◆ **DIRECTIONS**
Your output should be the exact lines from the start of the data through the line containing "path.moveTo(r[0], r[1]);", with no pictures.
= Beginning of Section =
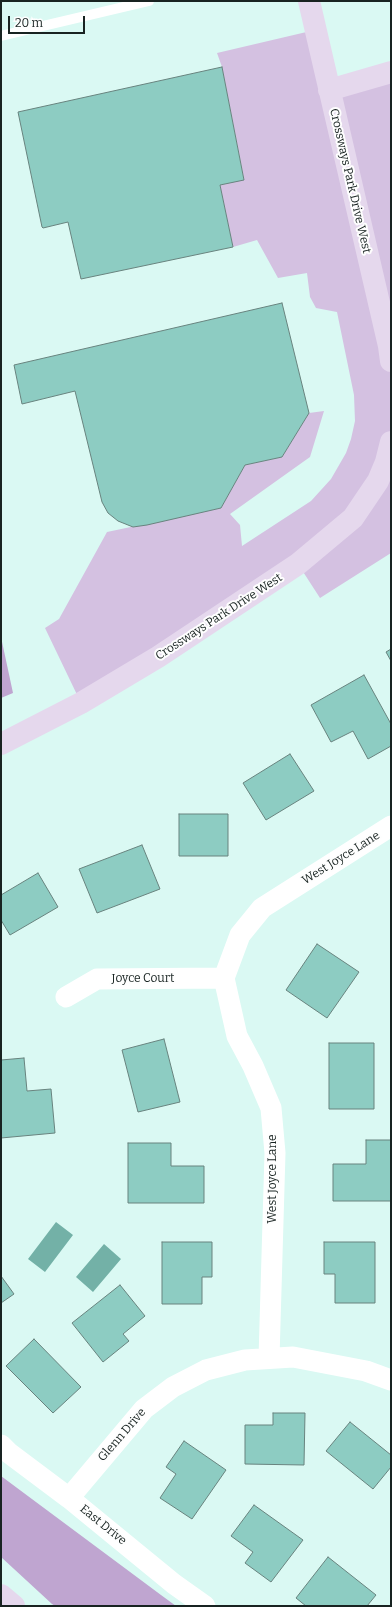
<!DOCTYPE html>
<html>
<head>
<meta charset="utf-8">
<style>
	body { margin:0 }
	#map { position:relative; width:392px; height:1607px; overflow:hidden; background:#daf9f3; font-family:Bitter,serif }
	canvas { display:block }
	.frame { position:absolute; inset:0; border:2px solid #182321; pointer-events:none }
	.scale { position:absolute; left:8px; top:16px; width:77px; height:18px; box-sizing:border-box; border:2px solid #182321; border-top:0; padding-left:5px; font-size:12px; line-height:14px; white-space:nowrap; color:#182321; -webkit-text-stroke:3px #fefefe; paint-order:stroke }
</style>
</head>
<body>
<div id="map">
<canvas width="392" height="1607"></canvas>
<div class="frame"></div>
<div class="scale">20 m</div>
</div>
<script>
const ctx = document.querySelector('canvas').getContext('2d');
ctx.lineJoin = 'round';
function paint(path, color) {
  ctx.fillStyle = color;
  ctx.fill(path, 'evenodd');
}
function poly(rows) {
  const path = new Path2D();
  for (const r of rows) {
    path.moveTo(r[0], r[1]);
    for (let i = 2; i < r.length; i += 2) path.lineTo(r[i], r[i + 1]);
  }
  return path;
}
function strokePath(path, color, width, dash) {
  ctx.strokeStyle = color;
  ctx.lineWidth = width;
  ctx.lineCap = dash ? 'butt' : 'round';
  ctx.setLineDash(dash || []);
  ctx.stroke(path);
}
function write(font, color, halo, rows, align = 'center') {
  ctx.font = font + ' Bitter,serif';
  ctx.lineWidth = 4;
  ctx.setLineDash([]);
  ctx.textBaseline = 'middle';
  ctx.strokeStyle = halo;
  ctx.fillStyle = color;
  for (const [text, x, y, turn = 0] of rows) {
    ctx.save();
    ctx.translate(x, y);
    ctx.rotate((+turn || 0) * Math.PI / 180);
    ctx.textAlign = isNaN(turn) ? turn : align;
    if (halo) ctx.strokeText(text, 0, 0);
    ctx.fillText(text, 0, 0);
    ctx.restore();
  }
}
paint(poly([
	[315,30,330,90,391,70,391,553,320,598,298,564,81,703,45,628,59,619,107,532,221,508,245,465,282,457,309,413,324,411,310,457,230,514,240,525,242,546,311,501,331,479,346,453,351,439,355,421,354,395,337,312,316,308,310,297,307,273,278,278,257,240,233,247,220,185,244,179,222,67,217,53]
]), '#d4c1e1');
paint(poly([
	[1,637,13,693,1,698],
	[1,1476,161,1595,176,1606,55,1606,52,1604,1,1557]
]), '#bfa5d0');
paint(poly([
	[56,1222,73,1235,45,1272,28,1259],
	[104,1244,121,1259,93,1292,76,1277]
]), '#73b1a7');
const building = poly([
	[222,67,244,180,220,185,233,247,81,279,68,222,43,228,42,227,18,112,222,67],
	[282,303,309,413,282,457,245,465,221,508,147,525,133,527,118,521,108,513,102,502,75,391,22,404,14,365,282,303],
	[391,649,391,661,386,652,391,649],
	[364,675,391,724,391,746,368,759,353,731,331,742,311,705,364,675],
	[290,754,314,791,266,820,243,783,290,754],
	[179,814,228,814,228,856,179,856,179,814],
	[142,845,160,889,97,913,79,869,142,845],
	[38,873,58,907,10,935,1,920,1,895,38,873],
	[317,944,359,972,327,1018,286,990,317,944],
	[164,1039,180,1102,138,1112,122,1050,164,1039],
	[329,1043,374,1043,374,1109,329,1109,329,1043],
	[24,1058,27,1091,51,1089,55,1133,1,1138,1,1060,24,1058],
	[366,1140,391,1140,391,1201,333,1201,333,1164,366,1164,366,1140],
	[128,1143,171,1143,171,1166,204,1166,204,1203,128,1203,128,1143],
	[162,1242,212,1242,212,1277,202,1277,202,1304,162,1304,162,1242],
	[324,1242,375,1242,375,1303,335,1303,335,1274,324,1274,324,1242],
	[1,1276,14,1294,1,1303,1,1276],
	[120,1285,145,1316,123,1334,129,1341,103,1362,72,1323,120,1285],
	[34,1339,81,1387,53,1413,6,1366,34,1339],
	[273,1413,305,1413,304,1465,245,1464,245,1425,273,1425,273,1413],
	[350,1422,391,1455,391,1467,373,1489,326,1451,350,1422],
	[184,1441,226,1470,192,1519,160,1498,176,1474,166,1467,184,1441],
	[254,1505,303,1540,271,1582,245,1563,253,1552,231,1536,254,1505],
	[328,1557,376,1595,367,1606,306,1606,296,1598,328,1557]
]);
paint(building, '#8dccc2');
strokePath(building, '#68837e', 1);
strokePath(poly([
	[1,36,149,1]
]), '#fff', 10);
strokePath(poly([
	[66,997,97,979,224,978],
	[269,1358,275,1153,271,1108,253,1066,237,1036,224,978,240,935,262,908,391,826],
	[1,1445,9,1453,69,1498,174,1584,205,1606],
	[69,1498,144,1409,173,1387,206,1370,245,1360,293,1357,366,1371,391,1380]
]), '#fff', 21);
strokePath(poly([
	[309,1,389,346,391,361],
	[329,90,391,72],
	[1,744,81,703,158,657,298,564,353,518,378,481,386,462,391,442],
	[1,1595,14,1606]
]), '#e5d8ed', 22);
write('12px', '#182321', '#fefefe', [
	["Crossways Park Drive West",350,181,77],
	["Crossways Park Drive West",219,617,-33],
	["West Joyce Lane",341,858,-32],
	["Joyce Court",143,979],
	["West Joyce Lane",273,1179,-90],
	["Glenn Drive",122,1435,-49],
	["East Drive",103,1525,39]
]);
</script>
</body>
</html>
= End of Section =
◆ **EXERCISE RESPONSE**
<!DOCTYPE html>
<html>
<head>
<meta charset="utf-8">
<style>
	body { margin:0 }
	#map { position:relative; width:392px; height:1607px; overflow:hidden; background:#daf9f3; font-family:Bitter,serif }
	canvas { display:block }
	.frame { position:absolute; inset:0; border:2px solid #182321; pointer-events:none }
	.scale { position:absolute; left:8px; top:16px; width:77px; height:18px; box-sizing:border-box; border:2px solid #182321; border-top:0; padding-left:5px; font-size:12px; line-height:14px; white-space:nowrap; color:#182321; -webkit-text-stroke:3px #fefefe; paint-order:stroke }
</style>
</head>
<body>
<div id="map">
<canvas width="392" height="1607"></canvas>
<div class="frame"></div>
<div class="scale">20 m</div>
</div>
<script>
const ctx = document.querySelector('canvas').getContext('2d');
ctx.lineJoin = 'round';
function paint(path, color) {
  ctx.fillStyle = color;
  ctx.fill(path, 'evenodd');
}
function poly(rows) {
  const path = new Path2D();
  for (const r of rows) {
    path.moveTo(r[0], r[1]);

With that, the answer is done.